▸ INSTRUCTIONS TO FOLLOW
Look for the word "Give" in the entries and copy each line where it appears.

▸ EXERCISE INPUTS
----

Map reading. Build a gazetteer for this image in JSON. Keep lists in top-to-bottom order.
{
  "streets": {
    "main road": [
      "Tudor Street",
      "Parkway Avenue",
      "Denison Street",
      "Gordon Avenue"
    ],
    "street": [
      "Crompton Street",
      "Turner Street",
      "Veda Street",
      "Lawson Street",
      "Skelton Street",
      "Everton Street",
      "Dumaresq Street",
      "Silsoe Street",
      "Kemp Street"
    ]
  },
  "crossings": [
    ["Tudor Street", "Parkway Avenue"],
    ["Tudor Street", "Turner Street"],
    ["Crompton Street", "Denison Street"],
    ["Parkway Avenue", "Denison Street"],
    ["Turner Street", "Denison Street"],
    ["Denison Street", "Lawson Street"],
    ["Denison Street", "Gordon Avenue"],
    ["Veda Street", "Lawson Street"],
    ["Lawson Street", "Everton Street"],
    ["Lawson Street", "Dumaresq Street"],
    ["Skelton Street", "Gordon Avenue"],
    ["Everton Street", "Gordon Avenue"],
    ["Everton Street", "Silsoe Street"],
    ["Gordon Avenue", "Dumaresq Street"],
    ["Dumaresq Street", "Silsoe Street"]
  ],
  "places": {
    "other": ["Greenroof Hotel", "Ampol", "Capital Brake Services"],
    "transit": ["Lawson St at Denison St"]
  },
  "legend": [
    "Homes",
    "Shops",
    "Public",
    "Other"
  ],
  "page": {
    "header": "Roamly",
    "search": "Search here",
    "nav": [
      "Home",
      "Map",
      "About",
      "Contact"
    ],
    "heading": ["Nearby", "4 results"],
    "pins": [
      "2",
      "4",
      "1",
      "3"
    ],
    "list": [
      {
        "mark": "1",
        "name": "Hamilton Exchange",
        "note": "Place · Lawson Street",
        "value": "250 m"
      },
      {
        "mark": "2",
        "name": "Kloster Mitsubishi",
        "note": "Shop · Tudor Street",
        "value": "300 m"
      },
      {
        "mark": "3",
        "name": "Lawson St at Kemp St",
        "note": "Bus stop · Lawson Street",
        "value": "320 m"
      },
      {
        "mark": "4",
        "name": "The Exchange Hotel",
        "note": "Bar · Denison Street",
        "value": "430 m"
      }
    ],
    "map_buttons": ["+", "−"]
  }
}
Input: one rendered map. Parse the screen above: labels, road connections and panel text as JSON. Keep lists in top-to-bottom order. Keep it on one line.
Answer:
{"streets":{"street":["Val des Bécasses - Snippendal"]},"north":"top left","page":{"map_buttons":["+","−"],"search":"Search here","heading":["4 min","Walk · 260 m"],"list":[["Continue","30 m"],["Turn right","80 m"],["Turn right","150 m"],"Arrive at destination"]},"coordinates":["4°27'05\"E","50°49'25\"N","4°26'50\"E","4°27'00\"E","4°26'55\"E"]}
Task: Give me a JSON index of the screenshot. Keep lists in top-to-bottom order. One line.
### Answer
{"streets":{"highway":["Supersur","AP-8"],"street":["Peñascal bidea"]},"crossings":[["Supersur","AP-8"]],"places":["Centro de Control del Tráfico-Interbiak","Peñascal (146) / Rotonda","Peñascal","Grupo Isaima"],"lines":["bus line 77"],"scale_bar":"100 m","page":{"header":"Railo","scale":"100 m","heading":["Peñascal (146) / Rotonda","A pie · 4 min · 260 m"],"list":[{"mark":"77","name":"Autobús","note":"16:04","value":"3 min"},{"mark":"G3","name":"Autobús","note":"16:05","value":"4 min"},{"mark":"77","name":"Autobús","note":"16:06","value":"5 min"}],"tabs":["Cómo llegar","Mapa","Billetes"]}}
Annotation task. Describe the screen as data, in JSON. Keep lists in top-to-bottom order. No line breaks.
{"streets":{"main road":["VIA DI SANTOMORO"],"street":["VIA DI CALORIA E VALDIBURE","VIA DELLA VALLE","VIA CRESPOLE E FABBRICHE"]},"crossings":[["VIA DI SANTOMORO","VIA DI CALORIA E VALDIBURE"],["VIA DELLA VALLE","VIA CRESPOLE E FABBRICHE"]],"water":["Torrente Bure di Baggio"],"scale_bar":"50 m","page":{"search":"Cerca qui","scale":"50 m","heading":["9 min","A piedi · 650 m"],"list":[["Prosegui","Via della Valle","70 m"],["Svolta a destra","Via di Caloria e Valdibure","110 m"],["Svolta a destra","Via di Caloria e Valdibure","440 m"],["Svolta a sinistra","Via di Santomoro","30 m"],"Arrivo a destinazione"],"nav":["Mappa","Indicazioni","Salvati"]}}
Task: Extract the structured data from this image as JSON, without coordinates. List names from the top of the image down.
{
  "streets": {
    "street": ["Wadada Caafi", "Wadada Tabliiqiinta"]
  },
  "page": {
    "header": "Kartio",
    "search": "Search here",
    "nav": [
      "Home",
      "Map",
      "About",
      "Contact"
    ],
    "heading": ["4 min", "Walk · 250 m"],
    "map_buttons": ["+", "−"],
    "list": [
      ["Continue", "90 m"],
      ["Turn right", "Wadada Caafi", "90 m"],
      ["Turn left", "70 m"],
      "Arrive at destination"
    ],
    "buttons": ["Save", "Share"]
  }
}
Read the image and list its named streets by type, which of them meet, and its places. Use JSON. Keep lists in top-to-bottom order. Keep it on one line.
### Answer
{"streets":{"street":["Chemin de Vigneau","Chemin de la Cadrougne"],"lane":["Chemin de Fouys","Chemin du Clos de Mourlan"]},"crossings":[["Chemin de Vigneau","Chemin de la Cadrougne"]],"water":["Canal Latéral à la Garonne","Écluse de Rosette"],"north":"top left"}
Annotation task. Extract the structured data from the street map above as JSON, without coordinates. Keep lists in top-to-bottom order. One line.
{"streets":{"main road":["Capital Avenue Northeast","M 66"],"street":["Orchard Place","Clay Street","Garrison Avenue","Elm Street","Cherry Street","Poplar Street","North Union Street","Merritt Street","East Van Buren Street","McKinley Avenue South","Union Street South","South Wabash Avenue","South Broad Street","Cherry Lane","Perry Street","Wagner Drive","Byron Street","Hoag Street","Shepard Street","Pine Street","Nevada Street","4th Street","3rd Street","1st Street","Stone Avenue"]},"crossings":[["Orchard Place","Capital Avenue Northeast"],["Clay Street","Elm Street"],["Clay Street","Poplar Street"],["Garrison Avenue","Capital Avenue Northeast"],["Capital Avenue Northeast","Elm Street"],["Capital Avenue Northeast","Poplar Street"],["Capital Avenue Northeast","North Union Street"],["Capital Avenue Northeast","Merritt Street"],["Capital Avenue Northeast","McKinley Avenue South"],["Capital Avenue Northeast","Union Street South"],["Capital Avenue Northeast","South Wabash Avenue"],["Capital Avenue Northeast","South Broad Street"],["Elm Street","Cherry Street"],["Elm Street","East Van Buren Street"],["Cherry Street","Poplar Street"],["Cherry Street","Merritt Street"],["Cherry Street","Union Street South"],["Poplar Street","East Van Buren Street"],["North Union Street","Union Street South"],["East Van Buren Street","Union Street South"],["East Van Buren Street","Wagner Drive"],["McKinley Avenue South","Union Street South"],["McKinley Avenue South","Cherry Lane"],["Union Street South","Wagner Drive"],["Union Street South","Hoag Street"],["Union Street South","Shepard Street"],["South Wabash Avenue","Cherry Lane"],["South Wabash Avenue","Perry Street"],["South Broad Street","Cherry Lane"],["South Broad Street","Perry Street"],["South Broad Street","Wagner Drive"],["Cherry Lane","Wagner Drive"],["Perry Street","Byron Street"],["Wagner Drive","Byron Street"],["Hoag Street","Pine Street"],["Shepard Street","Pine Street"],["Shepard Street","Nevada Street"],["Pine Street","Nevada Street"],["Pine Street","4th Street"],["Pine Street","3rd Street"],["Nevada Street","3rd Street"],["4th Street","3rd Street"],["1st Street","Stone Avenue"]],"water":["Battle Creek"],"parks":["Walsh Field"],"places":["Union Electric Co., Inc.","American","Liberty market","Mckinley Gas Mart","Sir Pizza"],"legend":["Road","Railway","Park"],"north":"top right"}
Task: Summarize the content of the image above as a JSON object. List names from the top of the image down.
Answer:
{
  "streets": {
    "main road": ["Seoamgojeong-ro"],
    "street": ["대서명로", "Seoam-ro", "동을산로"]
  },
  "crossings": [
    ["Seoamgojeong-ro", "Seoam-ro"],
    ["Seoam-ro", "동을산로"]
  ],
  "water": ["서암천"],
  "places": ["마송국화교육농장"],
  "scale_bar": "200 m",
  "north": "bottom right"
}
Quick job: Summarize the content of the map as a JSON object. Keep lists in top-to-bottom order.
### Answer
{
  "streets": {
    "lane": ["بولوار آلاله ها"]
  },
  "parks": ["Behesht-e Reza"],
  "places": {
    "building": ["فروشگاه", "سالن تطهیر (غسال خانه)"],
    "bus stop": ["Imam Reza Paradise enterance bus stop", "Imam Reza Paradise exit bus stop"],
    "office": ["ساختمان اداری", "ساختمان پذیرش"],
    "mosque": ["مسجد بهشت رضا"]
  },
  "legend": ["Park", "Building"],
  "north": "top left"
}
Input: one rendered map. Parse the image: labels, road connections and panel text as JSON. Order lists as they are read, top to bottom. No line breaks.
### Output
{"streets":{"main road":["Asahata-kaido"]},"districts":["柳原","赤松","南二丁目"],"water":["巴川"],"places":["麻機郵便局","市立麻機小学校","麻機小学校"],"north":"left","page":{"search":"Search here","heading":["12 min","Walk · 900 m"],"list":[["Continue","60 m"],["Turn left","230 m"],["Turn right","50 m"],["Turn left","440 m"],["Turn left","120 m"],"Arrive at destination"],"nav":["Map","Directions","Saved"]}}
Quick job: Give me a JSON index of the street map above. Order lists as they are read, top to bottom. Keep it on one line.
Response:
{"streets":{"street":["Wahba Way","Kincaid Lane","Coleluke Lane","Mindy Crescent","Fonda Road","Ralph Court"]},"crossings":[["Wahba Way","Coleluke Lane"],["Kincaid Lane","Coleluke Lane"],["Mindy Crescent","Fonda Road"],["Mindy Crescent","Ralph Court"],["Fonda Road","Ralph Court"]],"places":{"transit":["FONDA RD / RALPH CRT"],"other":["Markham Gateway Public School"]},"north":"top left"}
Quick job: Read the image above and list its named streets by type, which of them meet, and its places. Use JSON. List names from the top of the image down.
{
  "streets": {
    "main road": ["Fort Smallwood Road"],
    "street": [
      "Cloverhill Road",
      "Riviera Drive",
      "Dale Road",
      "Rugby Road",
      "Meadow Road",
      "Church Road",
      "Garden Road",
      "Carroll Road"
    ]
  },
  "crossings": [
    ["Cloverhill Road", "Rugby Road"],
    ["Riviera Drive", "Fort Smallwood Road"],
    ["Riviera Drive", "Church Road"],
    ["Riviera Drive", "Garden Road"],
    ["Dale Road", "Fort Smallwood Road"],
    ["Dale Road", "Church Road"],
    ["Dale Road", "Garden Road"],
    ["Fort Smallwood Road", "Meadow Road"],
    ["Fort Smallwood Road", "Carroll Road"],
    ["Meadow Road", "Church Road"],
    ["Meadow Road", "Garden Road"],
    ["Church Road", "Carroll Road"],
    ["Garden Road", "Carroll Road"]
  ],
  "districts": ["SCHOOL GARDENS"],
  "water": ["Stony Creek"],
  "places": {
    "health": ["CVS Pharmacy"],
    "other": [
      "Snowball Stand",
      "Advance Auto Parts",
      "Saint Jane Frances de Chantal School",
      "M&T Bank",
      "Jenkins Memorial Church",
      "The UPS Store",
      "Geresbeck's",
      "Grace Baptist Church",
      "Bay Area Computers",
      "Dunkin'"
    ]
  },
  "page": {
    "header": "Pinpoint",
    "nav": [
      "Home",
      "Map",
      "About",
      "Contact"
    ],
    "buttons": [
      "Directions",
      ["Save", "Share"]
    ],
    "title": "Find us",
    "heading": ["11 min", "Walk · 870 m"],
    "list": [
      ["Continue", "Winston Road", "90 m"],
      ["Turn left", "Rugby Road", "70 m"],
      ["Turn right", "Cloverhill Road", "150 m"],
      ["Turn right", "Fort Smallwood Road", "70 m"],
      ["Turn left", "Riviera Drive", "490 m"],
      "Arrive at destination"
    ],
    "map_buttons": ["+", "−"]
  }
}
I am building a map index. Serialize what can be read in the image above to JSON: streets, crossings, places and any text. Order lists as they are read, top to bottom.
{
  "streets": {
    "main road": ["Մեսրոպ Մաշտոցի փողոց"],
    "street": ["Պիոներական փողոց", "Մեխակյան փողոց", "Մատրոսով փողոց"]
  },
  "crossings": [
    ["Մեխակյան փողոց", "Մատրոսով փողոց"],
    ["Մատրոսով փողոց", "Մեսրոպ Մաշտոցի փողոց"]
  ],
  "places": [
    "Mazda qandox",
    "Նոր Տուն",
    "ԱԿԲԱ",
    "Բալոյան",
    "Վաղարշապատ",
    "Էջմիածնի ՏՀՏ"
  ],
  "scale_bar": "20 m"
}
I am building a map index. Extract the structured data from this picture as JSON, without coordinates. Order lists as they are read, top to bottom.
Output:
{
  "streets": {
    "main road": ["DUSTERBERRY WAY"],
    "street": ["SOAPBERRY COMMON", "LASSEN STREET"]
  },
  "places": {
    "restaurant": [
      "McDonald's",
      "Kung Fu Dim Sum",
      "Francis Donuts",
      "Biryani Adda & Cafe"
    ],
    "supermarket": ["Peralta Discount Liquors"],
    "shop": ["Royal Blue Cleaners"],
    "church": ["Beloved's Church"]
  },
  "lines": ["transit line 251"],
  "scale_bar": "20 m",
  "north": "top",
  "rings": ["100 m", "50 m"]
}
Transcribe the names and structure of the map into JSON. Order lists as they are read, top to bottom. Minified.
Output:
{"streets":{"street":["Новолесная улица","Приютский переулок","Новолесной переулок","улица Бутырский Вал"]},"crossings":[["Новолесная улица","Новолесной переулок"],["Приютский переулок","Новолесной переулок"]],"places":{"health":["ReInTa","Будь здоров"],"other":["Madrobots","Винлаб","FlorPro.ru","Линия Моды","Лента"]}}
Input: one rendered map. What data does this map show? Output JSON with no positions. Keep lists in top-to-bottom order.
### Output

----

▸ THE COMPLETED TASK
Task: Give me a JSON index of the screenshot. Keep lists in top-to-bottom order. One line.
Quick job: Give me a JSON index of the street map above. Order lists as they are read, top to bottom. Keep it on one line.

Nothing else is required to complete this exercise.